▶ _PROBLEM_
Return a faithful copy of all the entries, omitting the images.

▶ _SOURCE DATA_

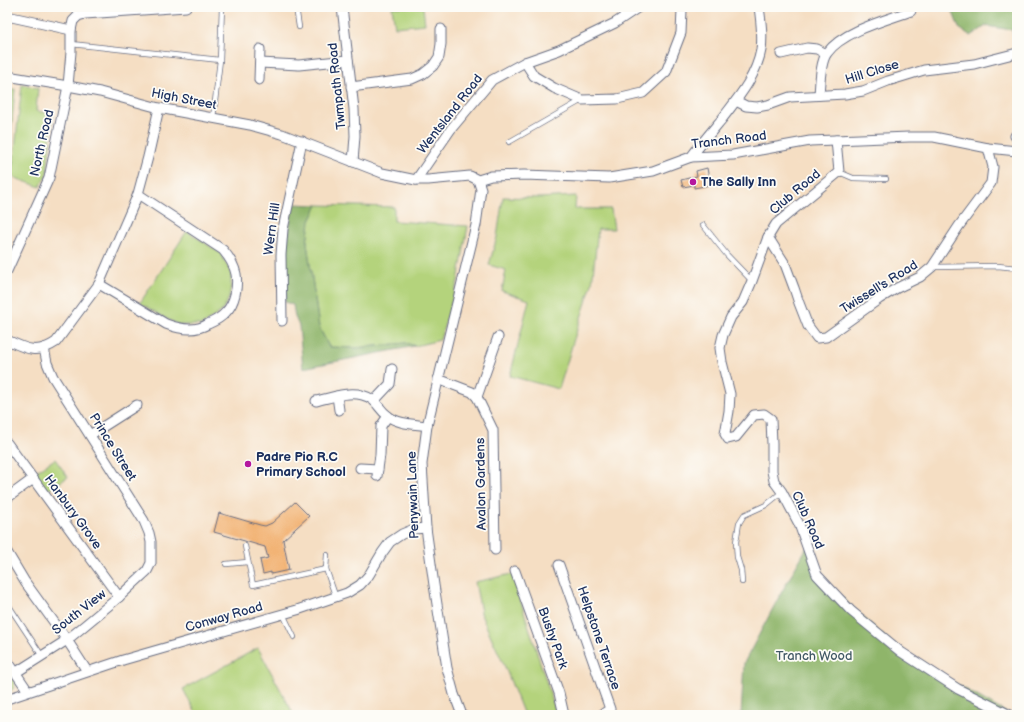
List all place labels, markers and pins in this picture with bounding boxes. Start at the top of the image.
place label: The Sally Inn [701,174,776,190]
marker: The Sally Inn [688,177,698,187]
place label: Padre Pio R.C Primary School [256,449,346,480]
marker: Padre Pio R.C Primary School [243,459,253,469]

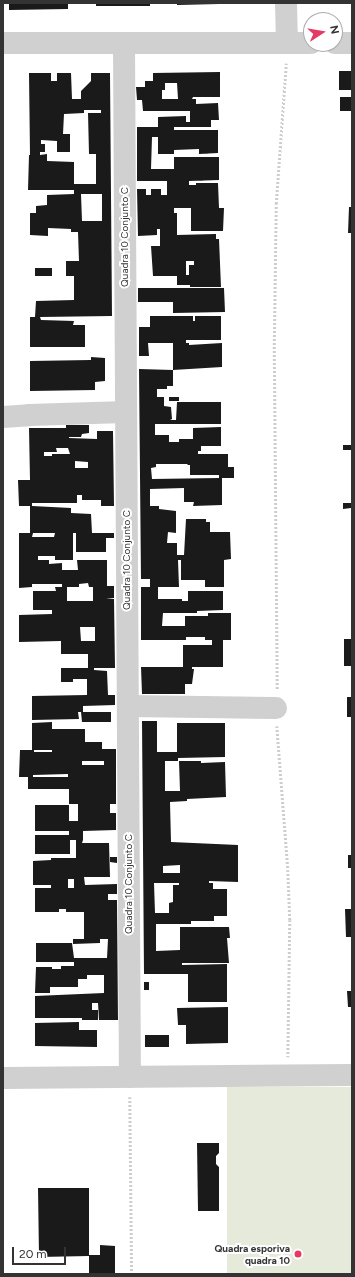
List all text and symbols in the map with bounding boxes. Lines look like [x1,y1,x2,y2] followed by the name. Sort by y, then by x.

▶ _WRITTEN SOLUTION_
List all place labels, markers and pins in this picture with bounding boxes. Start at the top of the image.
place label: The Sally Inn [701,174,776,190]
marker: The Sally Inn [688,177,698,187]
place label: Padre Pio R.C Primary School [256,449,346,480]
marker: Padre Pio R.C Primary School [243,459,253,469]

List all text and symbols in the map with bounding boxes. Lines look like [x1,y1,x2,y2] followed by the name. Sort by y, then by x.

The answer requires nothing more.